(DATASET begins)
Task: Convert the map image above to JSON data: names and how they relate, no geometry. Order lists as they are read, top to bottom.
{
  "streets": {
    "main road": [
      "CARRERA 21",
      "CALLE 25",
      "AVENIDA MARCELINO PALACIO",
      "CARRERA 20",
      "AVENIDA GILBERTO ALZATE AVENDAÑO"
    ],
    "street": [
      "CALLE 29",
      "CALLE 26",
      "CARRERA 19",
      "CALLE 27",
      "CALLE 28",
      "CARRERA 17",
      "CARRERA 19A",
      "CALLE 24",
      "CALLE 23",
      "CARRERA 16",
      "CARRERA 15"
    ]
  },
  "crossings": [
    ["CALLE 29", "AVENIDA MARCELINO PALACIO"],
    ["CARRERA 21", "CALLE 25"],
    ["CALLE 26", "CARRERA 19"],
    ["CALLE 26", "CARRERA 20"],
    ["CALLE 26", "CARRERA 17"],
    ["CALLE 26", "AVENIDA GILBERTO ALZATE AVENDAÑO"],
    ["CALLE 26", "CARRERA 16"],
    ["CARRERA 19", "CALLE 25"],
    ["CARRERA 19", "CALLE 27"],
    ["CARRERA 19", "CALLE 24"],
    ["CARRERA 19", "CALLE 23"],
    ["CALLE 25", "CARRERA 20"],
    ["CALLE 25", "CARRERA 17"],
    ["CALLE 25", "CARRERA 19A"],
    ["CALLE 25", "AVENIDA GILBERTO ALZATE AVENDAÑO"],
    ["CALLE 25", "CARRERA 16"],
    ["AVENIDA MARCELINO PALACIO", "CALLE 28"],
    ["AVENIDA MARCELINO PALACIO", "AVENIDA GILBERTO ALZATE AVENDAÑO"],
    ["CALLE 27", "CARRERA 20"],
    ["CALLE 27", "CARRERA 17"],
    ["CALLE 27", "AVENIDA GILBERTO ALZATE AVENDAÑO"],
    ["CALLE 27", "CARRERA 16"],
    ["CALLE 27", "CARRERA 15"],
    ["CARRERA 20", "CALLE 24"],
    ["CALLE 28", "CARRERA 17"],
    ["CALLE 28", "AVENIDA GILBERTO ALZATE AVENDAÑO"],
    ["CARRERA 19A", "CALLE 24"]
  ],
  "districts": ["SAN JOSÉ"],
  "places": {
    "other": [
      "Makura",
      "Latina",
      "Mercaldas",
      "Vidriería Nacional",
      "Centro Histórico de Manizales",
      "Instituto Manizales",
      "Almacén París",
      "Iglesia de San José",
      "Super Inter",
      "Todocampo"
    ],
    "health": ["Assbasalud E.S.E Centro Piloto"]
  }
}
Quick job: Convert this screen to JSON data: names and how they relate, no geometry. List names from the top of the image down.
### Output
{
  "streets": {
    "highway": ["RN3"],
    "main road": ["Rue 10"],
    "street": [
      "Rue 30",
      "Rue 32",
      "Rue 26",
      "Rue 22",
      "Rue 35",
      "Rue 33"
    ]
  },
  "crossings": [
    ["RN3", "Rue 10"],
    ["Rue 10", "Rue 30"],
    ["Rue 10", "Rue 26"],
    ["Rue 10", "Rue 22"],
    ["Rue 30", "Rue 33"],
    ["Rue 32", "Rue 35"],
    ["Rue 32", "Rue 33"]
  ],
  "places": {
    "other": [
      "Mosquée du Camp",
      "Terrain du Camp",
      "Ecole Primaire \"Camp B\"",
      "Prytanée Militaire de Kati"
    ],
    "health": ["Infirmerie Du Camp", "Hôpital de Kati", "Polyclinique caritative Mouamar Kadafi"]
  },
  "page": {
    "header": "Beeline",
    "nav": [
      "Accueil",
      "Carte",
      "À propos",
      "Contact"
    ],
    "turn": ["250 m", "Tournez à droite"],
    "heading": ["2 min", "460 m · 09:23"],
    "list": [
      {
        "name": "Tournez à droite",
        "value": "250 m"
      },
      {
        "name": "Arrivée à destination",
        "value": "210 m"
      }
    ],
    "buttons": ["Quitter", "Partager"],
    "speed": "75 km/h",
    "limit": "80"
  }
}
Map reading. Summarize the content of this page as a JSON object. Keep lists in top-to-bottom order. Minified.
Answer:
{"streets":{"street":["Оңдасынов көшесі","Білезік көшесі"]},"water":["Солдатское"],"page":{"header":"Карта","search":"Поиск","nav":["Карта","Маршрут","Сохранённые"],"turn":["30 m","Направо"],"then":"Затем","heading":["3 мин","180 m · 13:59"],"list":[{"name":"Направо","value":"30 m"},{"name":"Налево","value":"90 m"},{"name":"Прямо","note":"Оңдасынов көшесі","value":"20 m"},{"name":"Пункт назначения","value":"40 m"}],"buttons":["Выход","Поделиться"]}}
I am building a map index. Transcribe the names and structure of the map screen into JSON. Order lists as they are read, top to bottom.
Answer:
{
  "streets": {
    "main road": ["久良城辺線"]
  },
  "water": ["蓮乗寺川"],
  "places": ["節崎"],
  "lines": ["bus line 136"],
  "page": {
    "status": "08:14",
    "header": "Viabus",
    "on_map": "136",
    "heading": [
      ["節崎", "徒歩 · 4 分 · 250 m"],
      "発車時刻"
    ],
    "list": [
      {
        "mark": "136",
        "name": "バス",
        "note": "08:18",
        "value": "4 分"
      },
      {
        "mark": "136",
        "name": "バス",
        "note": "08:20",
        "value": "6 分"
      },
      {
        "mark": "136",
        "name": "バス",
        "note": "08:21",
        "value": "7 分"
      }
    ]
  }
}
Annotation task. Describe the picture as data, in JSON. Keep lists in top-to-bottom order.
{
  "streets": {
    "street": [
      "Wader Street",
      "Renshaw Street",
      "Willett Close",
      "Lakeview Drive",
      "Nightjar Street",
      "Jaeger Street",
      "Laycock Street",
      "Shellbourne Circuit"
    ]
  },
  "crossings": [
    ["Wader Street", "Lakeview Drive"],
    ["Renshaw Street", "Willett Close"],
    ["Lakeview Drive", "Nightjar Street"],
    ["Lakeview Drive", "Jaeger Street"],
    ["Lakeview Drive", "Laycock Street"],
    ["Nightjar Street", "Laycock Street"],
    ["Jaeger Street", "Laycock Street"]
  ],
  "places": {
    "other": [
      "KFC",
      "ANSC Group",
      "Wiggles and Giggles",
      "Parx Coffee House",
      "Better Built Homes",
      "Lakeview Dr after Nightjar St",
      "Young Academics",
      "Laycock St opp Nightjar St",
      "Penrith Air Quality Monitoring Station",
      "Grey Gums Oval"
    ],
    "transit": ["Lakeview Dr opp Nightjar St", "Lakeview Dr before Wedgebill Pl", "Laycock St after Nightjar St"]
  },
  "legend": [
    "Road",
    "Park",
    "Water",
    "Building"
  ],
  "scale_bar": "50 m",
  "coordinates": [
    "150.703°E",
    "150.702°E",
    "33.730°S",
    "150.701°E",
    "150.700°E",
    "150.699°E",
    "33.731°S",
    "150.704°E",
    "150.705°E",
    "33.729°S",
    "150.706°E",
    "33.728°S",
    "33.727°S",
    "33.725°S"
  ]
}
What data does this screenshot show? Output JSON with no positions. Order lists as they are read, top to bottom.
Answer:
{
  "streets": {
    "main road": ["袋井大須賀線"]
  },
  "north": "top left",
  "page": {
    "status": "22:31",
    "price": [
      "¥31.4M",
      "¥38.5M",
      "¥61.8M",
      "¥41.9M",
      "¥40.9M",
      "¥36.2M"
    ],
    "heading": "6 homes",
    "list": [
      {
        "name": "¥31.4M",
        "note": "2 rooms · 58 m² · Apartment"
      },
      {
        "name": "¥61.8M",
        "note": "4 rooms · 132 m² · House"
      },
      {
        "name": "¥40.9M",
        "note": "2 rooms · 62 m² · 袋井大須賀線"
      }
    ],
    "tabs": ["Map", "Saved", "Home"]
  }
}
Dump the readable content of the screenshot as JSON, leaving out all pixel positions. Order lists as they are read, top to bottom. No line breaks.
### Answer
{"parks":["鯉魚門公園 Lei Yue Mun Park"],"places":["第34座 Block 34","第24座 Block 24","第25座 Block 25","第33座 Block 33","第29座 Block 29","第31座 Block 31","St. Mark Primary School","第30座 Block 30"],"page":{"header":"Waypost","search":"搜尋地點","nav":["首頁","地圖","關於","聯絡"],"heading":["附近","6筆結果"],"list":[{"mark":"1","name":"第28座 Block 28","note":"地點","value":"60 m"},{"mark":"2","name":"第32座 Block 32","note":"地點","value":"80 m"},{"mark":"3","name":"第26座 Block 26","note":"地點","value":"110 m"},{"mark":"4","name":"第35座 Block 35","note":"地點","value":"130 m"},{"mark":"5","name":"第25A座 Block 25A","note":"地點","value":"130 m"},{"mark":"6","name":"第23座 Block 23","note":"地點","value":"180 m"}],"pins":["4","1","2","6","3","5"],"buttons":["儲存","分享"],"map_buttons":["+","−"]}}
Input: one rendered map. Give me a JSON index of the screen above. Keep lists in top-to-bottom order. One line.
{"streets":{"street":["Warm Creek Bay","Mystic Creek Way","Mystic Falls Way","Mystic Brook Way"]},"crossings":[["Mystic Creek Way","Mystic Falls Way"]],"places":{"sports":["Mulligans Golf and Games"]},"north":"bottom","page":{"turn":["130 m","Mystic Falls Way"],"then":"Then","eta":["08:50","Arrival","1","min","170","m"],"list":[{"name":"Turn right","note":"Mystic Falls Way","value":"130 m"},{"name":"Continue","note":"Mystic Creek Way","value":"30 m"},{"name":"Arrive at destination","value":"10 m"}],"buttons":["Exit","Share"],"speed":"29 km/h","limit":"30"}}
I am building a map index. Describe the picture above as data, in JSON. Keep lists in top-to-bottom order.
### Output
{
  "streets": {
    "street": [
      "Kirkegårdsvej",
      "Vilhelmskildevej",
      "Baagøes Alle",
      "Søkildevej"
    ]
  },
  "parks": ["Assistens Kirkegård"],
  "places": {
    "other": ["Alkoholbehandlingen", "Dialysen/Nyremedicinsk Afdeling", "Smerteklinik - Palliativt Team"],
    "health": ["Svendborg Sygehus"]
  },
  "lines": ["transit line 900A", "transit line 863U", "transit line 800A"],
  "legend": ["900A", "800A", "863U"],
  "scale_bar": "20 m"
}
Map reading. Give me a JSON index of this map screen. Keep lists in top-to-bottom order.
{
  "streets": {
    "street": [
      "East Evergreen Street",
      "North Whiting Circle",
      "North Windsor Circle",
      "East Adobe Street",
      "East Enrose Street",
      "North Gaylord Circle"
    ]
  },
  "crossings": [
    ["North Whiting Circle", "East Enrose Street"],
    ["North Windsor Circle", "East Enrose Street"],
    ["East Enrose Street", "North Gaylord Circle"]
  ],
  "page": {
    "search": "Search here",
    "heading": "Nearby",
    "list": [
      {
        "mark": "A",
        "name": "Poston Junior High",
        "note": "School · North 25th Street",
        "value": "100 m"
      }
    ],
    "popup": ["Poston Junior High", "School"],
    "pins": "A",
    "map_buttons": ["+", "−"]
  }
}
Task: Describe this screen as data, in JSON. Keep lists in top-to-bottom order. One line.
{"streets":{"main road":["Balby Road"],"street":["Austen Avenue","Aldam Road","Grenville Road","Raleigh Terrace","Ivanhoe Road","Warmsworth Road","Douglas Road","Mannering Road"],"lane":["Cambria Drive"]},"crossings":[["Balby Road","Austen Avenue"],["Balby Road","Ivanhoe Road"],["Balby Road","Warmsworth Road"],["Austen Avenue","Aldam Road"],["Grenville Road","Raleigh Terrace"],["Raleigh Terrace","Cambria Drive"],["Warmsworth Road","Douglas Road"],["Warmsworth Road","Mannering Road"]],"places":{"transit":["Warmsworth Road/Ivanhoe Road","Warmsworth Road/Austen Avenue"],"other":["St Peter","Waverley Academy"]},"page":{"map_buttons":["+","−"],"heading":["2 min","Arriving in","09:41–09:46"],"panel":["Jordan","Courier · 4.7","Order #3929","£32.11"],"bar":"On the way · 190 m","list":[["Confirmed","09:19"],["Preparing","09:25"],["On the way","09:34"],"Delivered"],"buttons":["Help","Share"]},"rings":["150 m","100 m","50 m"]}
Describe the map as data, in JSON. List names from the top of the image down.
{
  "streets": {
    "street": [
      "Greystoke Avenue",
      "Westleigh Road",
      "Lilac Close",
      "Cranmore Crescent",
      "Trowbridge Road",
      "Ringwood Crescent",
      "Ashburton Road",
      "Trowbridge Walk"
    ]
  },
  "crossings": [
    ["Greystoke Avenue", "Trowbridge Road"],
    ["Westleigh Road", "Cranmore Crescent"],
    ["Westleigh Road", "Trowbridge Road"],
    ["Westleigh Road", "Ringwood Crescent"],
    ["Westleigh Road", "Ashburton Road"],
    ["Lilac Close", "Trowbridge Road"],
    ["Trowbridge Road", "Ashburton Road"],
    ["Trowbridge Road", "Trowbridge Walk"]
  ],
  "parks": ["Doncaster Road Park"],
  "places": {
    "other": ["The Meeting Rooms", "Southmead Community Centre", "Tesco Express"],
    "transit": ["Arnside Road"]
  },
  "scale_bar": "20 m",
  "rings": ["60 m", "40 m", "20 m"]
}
(DATASET ends)
*REQUIREMENT*: Each line above where the word "Cranmore" occurs should be copied out.

*RESULT FOR THIS TASK*:
      "Cranmore Crescent",
    ["Westleigh Road", "Cranmore Crescent"],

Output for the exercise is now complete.